Data
* * * * * * *

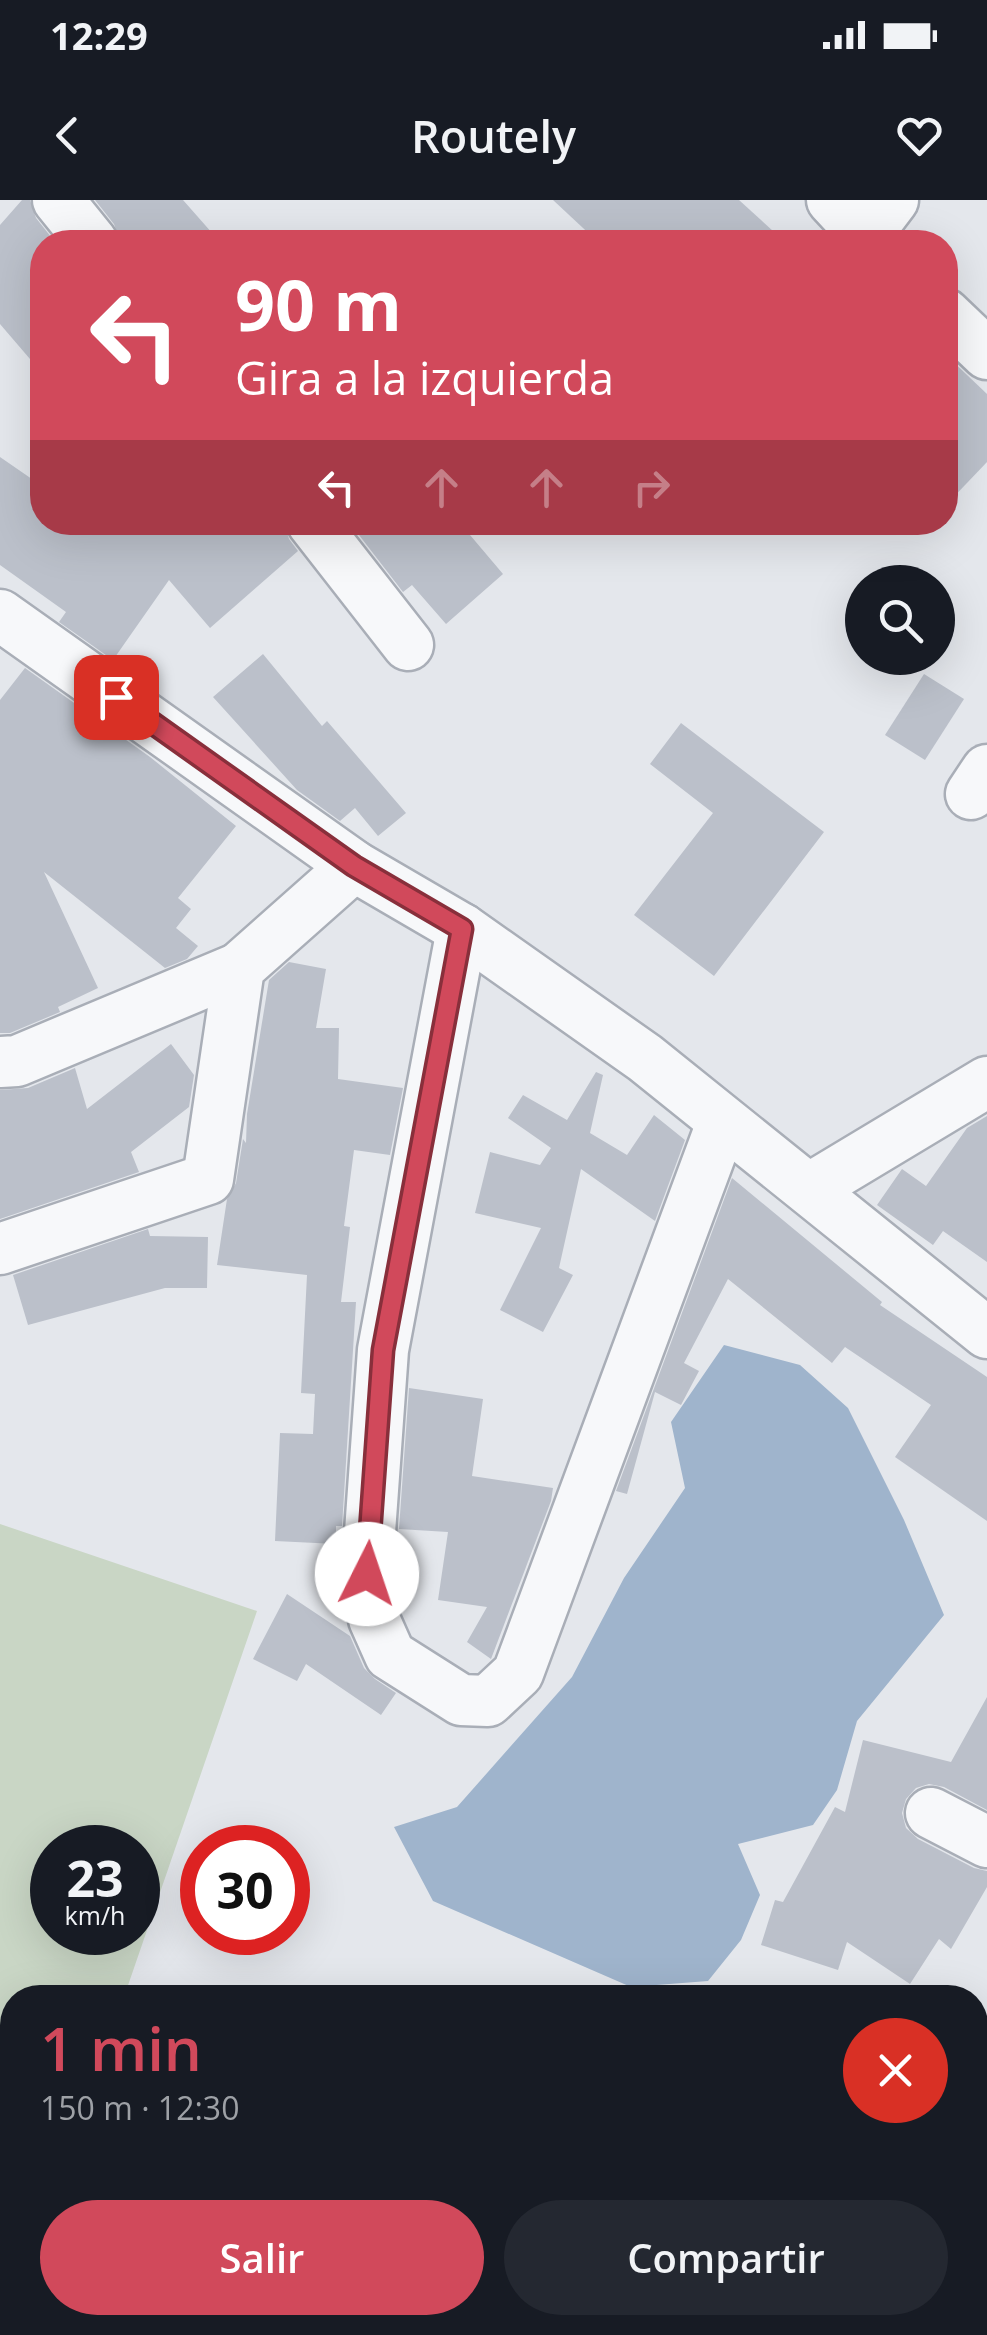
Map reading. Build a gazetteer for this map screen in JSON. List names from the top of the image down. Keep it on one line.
{"page":{"status":"12:29","header":"Routely","turn":["90 m","Gira a la izquierda"],"speed":"23 km/h","limit":"30","heading":["1 min","150 m · 12:30"],"buttons":["Salir","Compartir"]}}
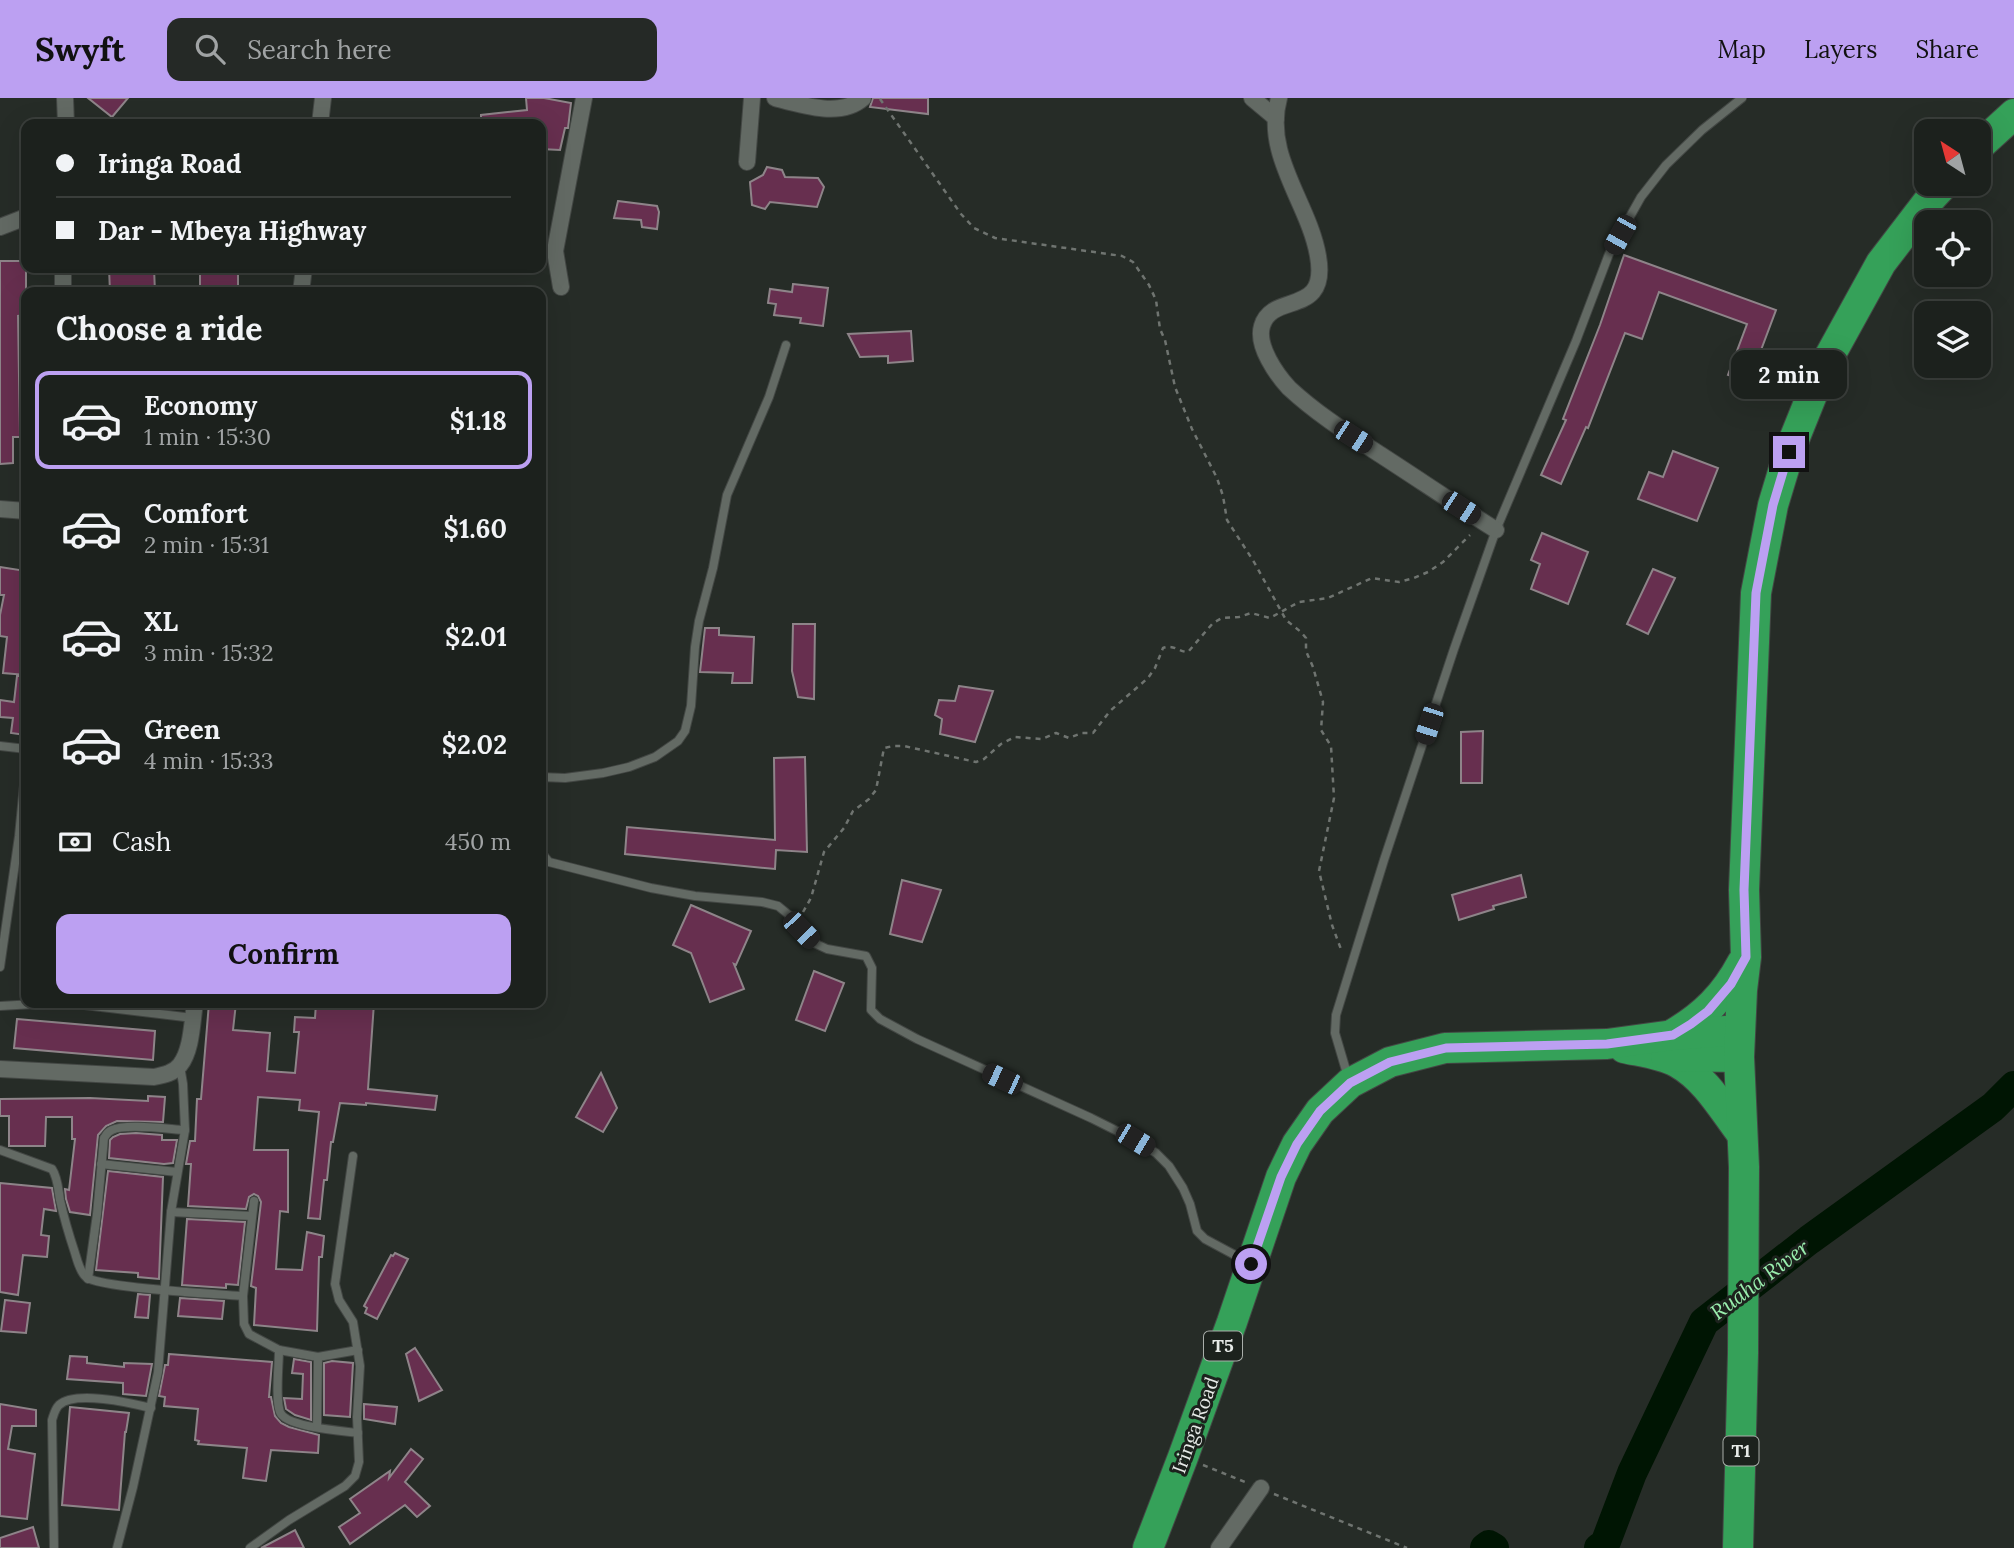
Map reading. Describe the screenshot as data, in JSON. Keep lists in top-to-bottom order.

* * * * * * *

No pictures belong in the copy. Repeat the listing above exactly.

Answer area
Map reading. Build a gazetteer for this map screen in JSON. List names from the top of the image down. Keep it on one line.
{"page":{"status":"12:29","header":"Routely","turn":["90 m","Gira a la izquierda"],"speed":"23 km/h","limit":"30","heading":["1 min","150 m · 12:30"],"buttons":["Salir","Compartir"]}}
Map reading. Describe the screenshot as data, in JSON. Keep lists in top-to-bottom order.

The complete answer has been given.